= Isogenic human disease models =

Cells cultured for medical research

Isogenic human disease models are a family of cells that are selected or engineered to accurately model the genetics of a specific patient population, in vitro. They are provided with a genetically matched 'normal cell' to provide an isogenic system to research disease biology and novel therapeutic agents. They can be used to model any disease with a genetic foundation. Cancer is one such disease for which isogenic human disease models have been widely used.

==Historical models==
Human isogenic disease models have been likened to 'patients in a test-tube', since they incorporate the latest research into human genetic diseases and do so without the difficulties and limitations involved in using non-human models.

Historically, cells obtained from animals, typically mice, have been used to model cancer-related pathways. However, there are obvious limitations inherent in using animals for modelling genetically determined diseases in humans.
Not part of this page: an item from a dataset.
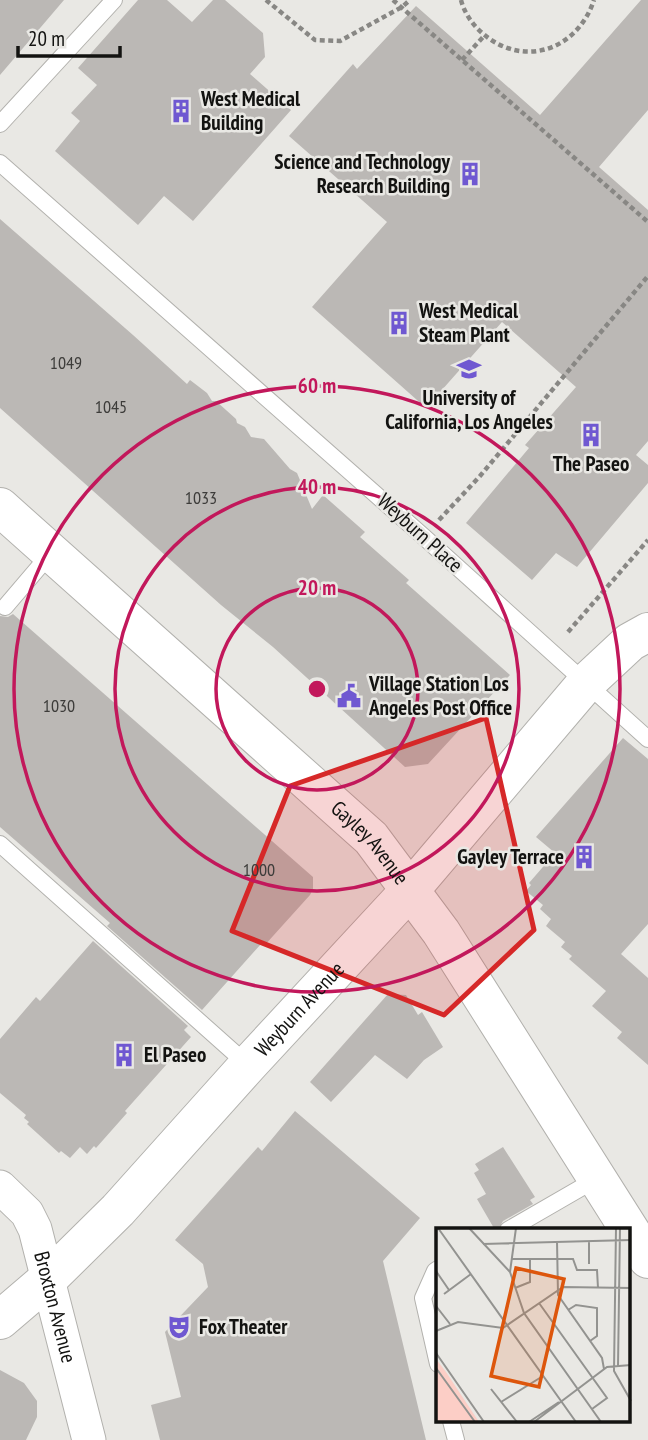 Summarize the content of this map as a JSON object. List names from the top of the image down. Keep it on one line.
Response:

Despite a large proportion of genetic conservation between humans and mice, there are significant differences between the biology of mice and humans that are important to cancer research. For example, major differences in telomere regulation enable murine cells to bypass the requirement for telomerase upregulation, which is a rate-limiting step in human cancer formation. As another example, certain ligand-receptor interactions are incompatible between mice and humans. Additionally, experiments have demonstrated important and significant differences in the ability to transform cells, compared with cells of murine origin. For these reasons, it remains essential to develop models of cancer that employ human cells.

==Targeting vectors==
Isogenic cell lines are created via a process called homologous gene-targeting. Targeting vectors that utilize homologous recombination are the tools or techniques that are used to knock-in or knock-out the desired disease-causing mutation or SNP (single nucleotide polymorphism) to be studied. Although disease mutations can be harvested directly from cancer patients, these cells usually contain many background mutations in addition to the specific mutation of interest, and a matched normal cell line is typically not obtained. Subsequently, targeting vectors are used to 'knock-in' or 'knock out' gene mutations enabling a switch in both directions; from a normal to cancer genotype; or vice versa; in characterized human cancer cell lines such as HCT116 or Nalm6.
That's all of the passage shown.